:: Exercise details ::
Reproduce the listing below exactly, beginning with its first line and ending with the line that holds "function label(font, color, halo, rows, align"; pictures are not part of the copy.

:: Supplied material ::

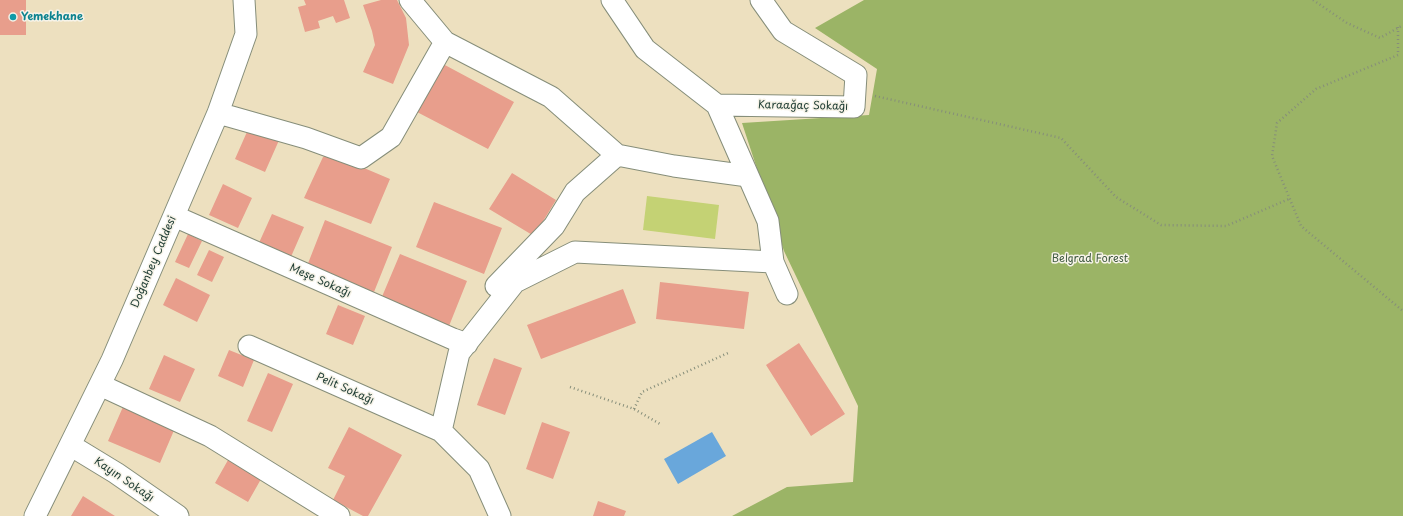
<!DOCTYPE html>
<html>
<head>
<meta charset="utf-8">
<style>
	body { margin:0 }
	canvas { display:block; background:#ede0bf }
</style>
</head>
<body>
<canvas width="1403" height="516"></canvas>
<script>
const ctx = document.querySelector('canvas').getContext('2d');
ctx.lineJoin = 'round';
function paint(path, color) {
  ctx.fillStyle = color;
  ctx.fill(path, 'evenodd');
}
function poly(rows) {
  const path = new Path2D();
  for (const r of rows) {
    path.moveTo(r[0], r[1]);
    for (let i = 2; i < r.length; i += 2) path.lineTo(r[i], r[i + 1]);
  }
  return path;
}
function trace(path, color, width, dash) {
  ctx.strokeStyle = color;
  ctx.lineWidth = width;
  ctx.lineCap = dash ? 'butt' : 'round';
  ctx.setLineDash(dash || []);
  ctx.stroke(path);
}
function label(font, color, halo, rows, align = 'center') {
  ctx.font = font + ' "Playpen Sans",sans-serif';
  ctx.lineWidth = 3;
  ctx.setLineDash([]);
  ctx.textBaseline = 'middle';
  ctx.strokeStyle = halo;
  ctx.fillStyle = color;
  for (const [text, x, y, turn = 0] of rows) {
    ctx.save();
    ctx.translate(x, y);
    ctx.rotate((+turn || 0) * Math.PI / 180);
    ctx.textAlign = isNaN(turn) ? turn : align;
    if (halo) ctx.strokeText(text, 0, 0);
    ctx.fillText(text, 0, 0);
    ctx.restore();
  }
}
const green = poly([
	[647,196,719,205,715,239,643,230]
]);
const forest = poly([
	[864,0,1403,0,1403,516,732,516,787,487,853,482,858,406,784,251,742,123,869,115,877,69,815,28]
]);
const water = poly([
	[712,432,726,456,678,484,664,459]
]);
const building = poly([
	[0,0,26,0,26,35,0,35],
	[304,0,344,0,350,18,336,23,333,16,318,21,320,28,305,32,298,7,306,5],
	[381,0,397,0,406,18,409,45,393,84,363,72,375,45,372,31,363,5],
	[443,64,514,102,488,149,417,112],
	[250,125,280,138,265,172,235,159],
	[331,154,390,179,371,224,304,198,323,157],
	[512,173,556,200,534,236,489,209],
	[223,184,252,198,238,228,209,215],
	[434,202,502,228,484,274,416,247],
	[272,214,304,227,290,259,258,245],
	[325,220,392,247,374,292,307,266],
	[188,234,202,241,189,268,175,262],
	[209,250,224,257,212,282,197,275],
	[400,254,467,281,449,326,381,299],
	[176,278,210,295,197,322,163,305],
	[660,282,749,292,744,329,656,319],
	[623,289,636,323,541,359,527,325],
	[338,305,365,316,353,345,326,334],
	[799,343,845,414,811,436,766,365],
	[229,350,254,360,243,387,218,376],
	[164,355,195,369,180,402,149,389],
	[494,358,522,368,505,415,477,405],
	[268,373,293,384,272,432,247,421],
	[126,400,178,421,160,463,108,441],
	[542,422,570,432,553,479,526,469],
	[349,427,402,455,368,516,363,516,333,500,345,476,328,468],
	[232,453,265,472,248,502,215,483],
	[83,496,115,516,71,516],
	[598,501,626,511,624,516,593,516]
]);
const path = poly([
	[1313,0,1347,23,1380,38,1403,25],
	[1398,27,1398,55,1316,89,1277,123,1272,156,1301,226,1403,311],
	[875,96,1061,138,1116,197,1161,225,1226,226,1289,199],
	[570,387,634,409,660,424],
	[634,409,642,392,728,353]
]);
const minor = poly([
	[410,0,445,42,551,97,617,155,674,166,748,176],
	[612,0,645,49,717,105,768,221,773,262,787,294],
	[717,105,854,107,856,75,783,31,761,0],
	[218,113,306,138,361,158,391,137,445,42],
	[174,216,453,339,467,344],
	[496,286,554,226,575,192,617,155],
	[249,346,441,431],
	[100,385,210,436,339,516],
	[70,445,116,473,178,516],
	[35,516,112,360,218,113,246,34,244,0],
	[500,516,479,469,441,431,459,353,515,282,575,252,773,262]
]);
const markers = [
	[13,17,4,"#0f9aa8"]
];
const cultureNames = [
	["Yemekhane",21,17]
];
const streetNames = [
	["Karaağaç Sokağı",803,106,1],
	["Doğanbey Caddesi",154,262,-67],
	["Meşe Sokağı",320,281,24],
	["Pelit Sokağı",345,389,24],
	["Kayın Sokağı",124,480,34]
];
const parkNames = [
	["Belgrad Forest",1090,259]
];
paint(green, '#c4d274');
paint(forest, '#9bb466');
paint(water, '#69a7db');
paint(building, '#e89e8c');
trace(minor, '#868e7a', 23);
trace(path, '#868e7a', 2.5, [1, 3]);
trace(minor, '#fff', 21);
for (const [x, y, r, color] of markers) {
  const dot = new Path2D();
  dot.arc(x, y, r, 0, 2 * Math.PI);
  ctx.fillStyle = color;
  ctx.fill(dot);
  trace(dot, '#f7f3e8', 1.5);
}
label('bold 11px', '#0d838f', '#f7f3e8', cultureNames, 'left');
label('11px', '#1f3d34', '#f7f3e8', streetNames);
label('11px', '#405b41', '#f7f3e8', parkNames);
</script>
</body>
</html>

:: Exercise output ::
<!DOCTYPE html>
<html>
<head>
<meta charset="utf-8">
<style>
	body { margin:0 }
	canvas { display:block; background:#ede0bf }
</style>
</head>
<body>
<canvas width="1403" height="516"></canvas>
<script>
const ctx = document.querySelector('canvas').getContext('2d');
ctx.lineJoin = 'round';
function paint(path, color) {
  ctx.fillStyle = color;
  ctx.fill(path, 'evenodd');
}
function poly(rows) {
  const path = new Path2D();
  for (const r of rows) {
    path.moveTo(r[0], r[1]);
    for (let i = 2; i < r.length; i += 2) path.lineTo(r[i], r[i + 1]);
  }
  return path;
}
function trace(path, color, width, dash) {
  ctx.strokeStyle = color;
  ctx.lineWidth = width;
  ctx.lineCap = dash ? 'butt' : 'round';
  ctx.setLineDash(dash || []);
  ctx.stroke(path);
}
function label(font, color, halo, rows, align = 'center') {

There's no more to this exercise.